Saturday, January 15, 2011

Winesburg, Ohio

Winesburg, Ohio by George Willard is a snapshot of  small town rural America at the beginning of the twentieth century.

The book was first published in 1919, a year after the end of the First World War. For many returning war veterans the book was nostalgic. These youths left the cities, small towns, and farms of America to travel to a decidedly different Europe and experience in one short year the death and destruction that Europeans had endured for four long years. For a few veterans who enlisted before finishing high school, at seventeen like my grandfather, it was perhaps something simpler. Perhaps it was filling in a few missing pages in their life story. What they had missed by enlisting before the end of high school.

The book remains relevant today. It is the story of the awakening of a young mind.

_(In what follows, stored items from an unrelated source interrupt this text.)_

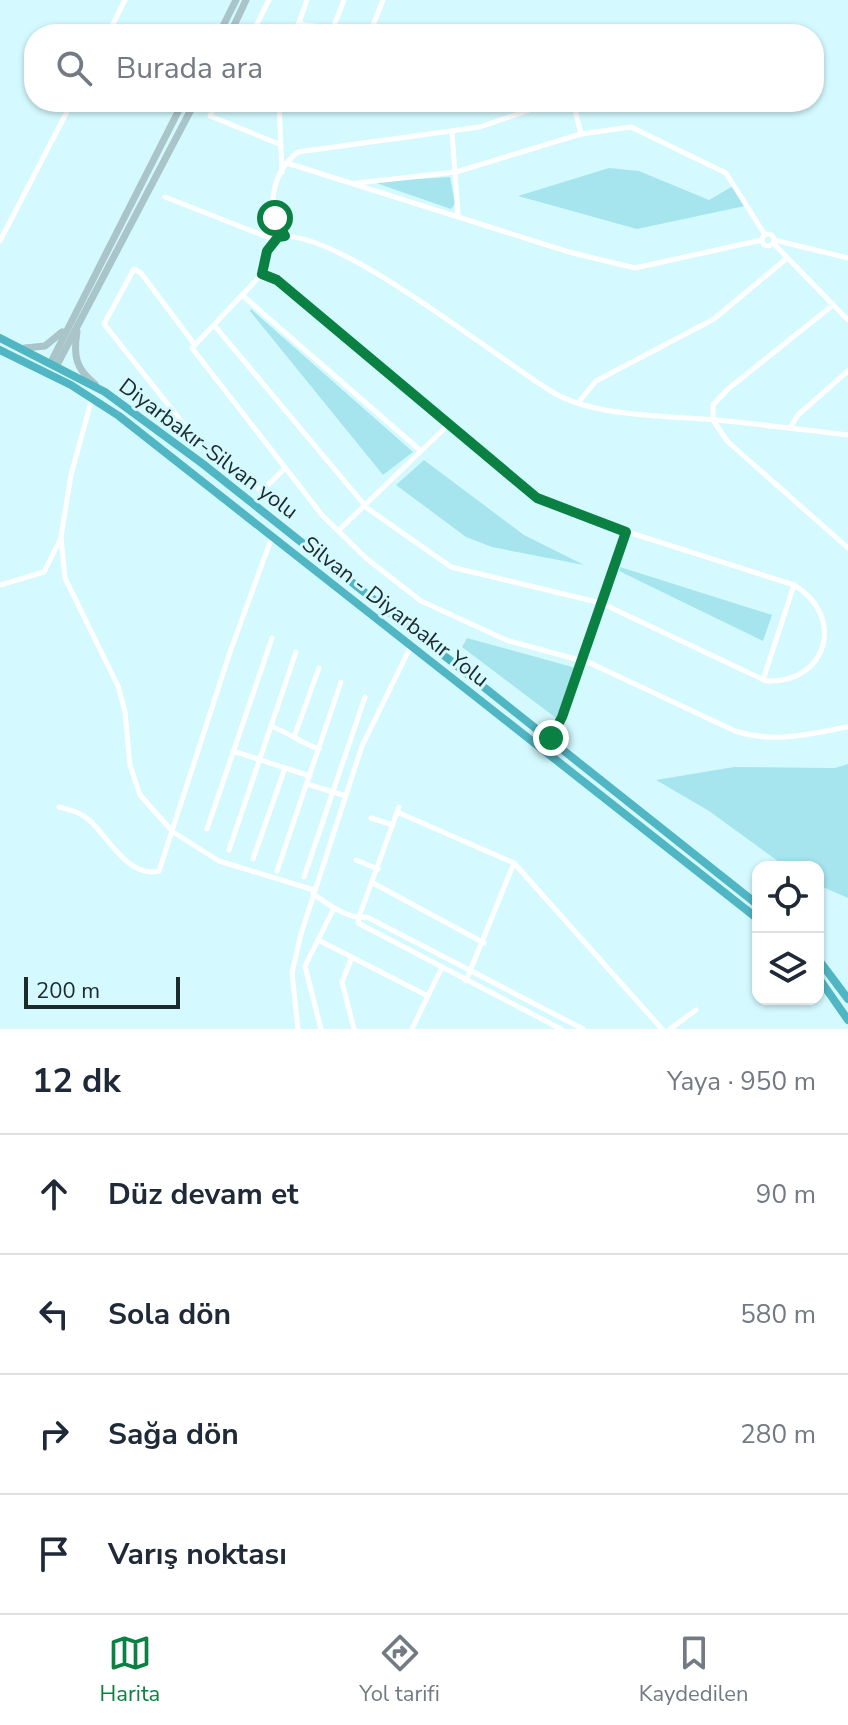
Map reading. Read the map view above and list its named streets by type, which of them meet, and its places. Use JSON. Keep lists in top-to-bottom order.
{
  "streets": {
    "highway": ["Diyarbakır-Silvan yolu", "Silvan - Diyarbakır Yolu"]
  },
  "scale_bar": "200 m",
  "page": {
    "search": "Burada ara",
    "scale": "200 m",
    "heading": ["12 dk", "Yaya · 950 m"],
    "list": [
      ["Düz devam et", "90 m"],
      ["Sola dön", "580 m"],
      ["Sağa dön", "280 m"],
      "Varış noktası"
    ],
    "nav": ["Harita", "Yol tarifi", "Kaydedilen"]
  }
}
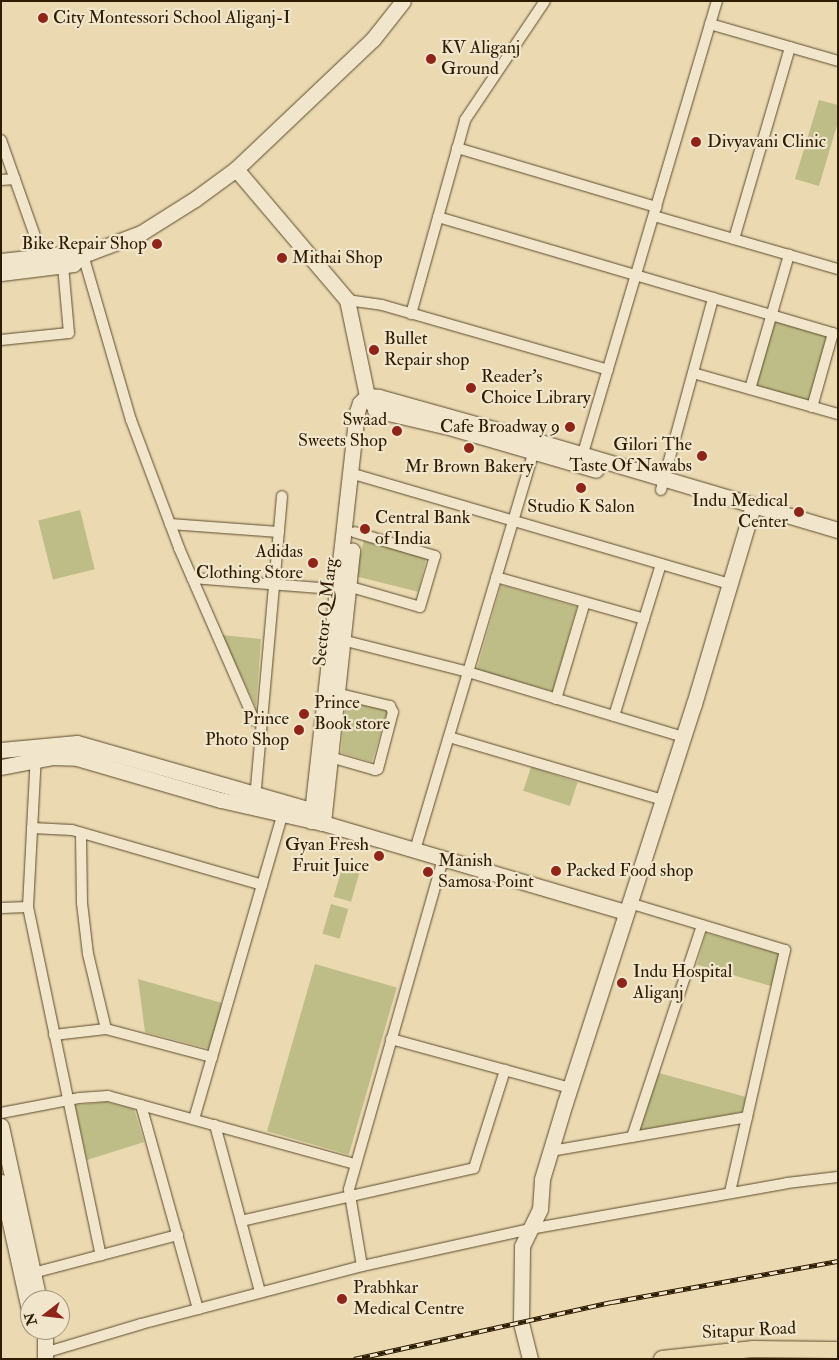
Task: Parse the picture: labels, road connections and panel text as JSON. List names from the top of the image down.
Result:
{
  "streets": {
    "main road": ["Sitapur Road"],
    "street": ["Sector Q Marg"]
  },
  "places": [
    "City Montessori School Aliganj-I",
    "KV Aliganj Ground",
    "Divyavani Clinic",
    "Bike Repair Shop",
    "Mithai Shop",
    "Bullet Repair shop",
    "Reader's Choice Library",
    "Cafe Broadway 9",
    "Swaad Sweets Shop",
    "Mr Brown Bakery",
    "Gilori The Taste Of Nawabs",
    "Studio K Salon",
    "Indu Medical Center",
    "Central Bank of India",
    "Adidas Clothing Store",
    "Prince Book store",
    "Prince Photo Shop",
    "Gyan Fresh Fruit Juice",
    "Packed Food shop",
    "Manish Samosa Point",
    "Indu Hospital Aliganj",
    "Prabhkar Medical Centre"
  ],
  "north": "left"
}
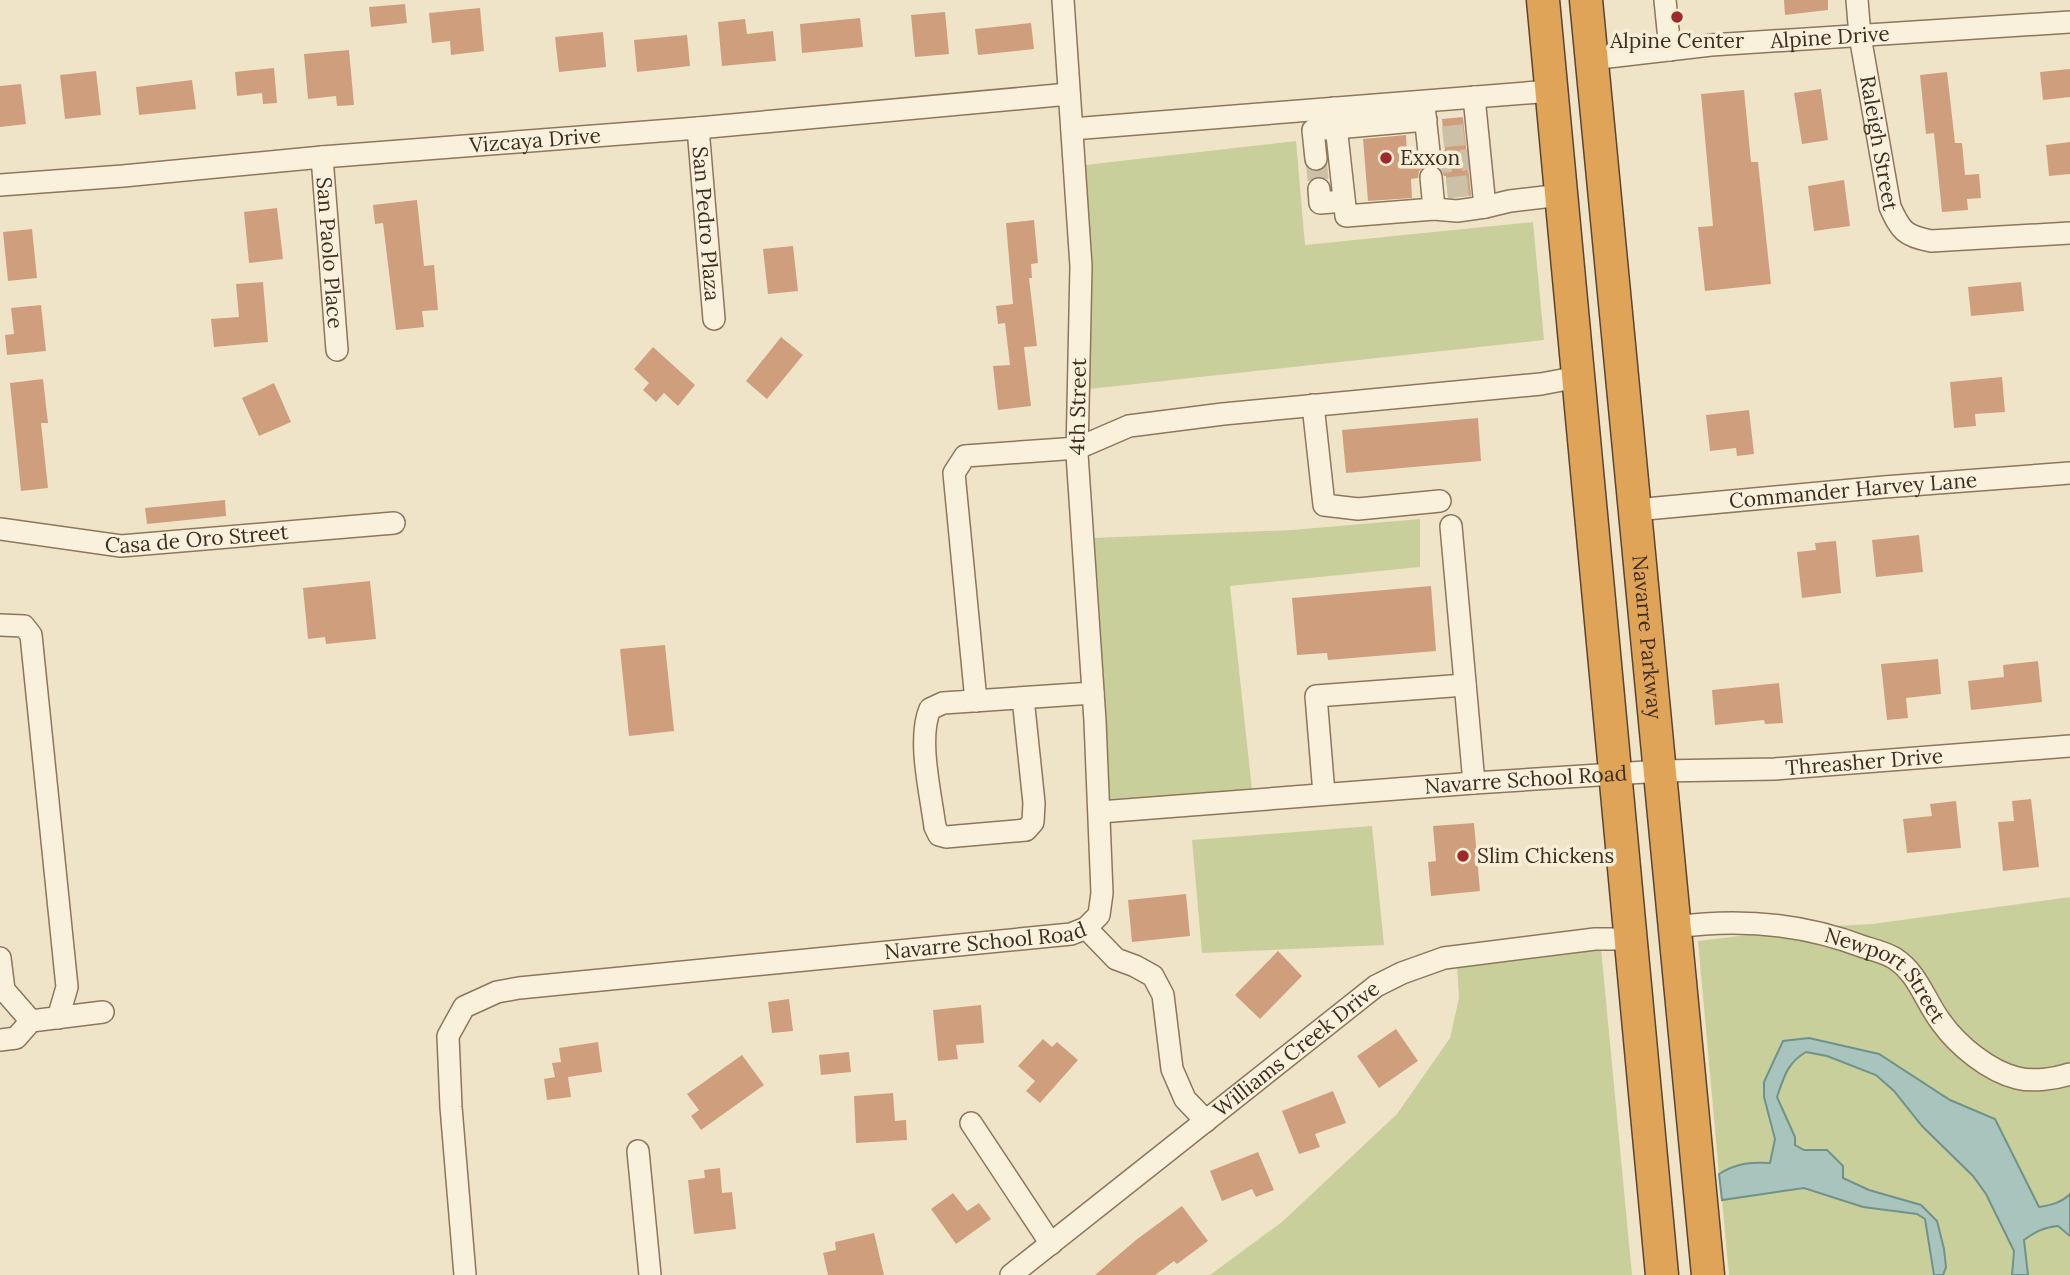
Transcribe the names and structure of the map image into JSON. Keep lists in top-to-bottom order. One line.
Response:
{"streets":{"highway":["Navarre Parkway"],"street":["Alpine Drive","Vizcaya Drive","Raleigh Street","San Pedro Plaza","San Paolo Place","4th Street","Commander Harvey Lane","Casa de Oro Street","Threasher Drive","Navarre School Road","Newport Street","Williams Creek Drive"]},"crossings":[["Alpine Drive","Raleigh Street"],["Alpine Drive","Navarre Parkway"],["Vizcaya Drive","San Pedro Plaza"],["Vizcaya Drive","San Paolo Place"],["Vizcaya Drive","4th Street"],["4th Street","Navarre School Road"],["Commander Harvey Lane","Navarre Parkway"],["Navarre Parkway","Threasher Drive"],["Navarre Parkway","Navarre School Road"],["Navarre Parkway","Newport Street"],["Threasher Drive","Navarre School Road"]],"places":["Alpine Center","Exxon","Slim Chickens"]}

The book begins with the writer, an old man with a white mustache, who has difficulty getting into and out of bed. But once this feeling of nostalgia is created, the story shifts in time to when the writer, George Willard was a young man living in the small mid-western town of Winesburg, Ohio. There are two points in our lives when we discover the essential truth to the meaning of life. One point is high school, just before we begin our life's journey, and the other is when we are near the end of the long road of life. 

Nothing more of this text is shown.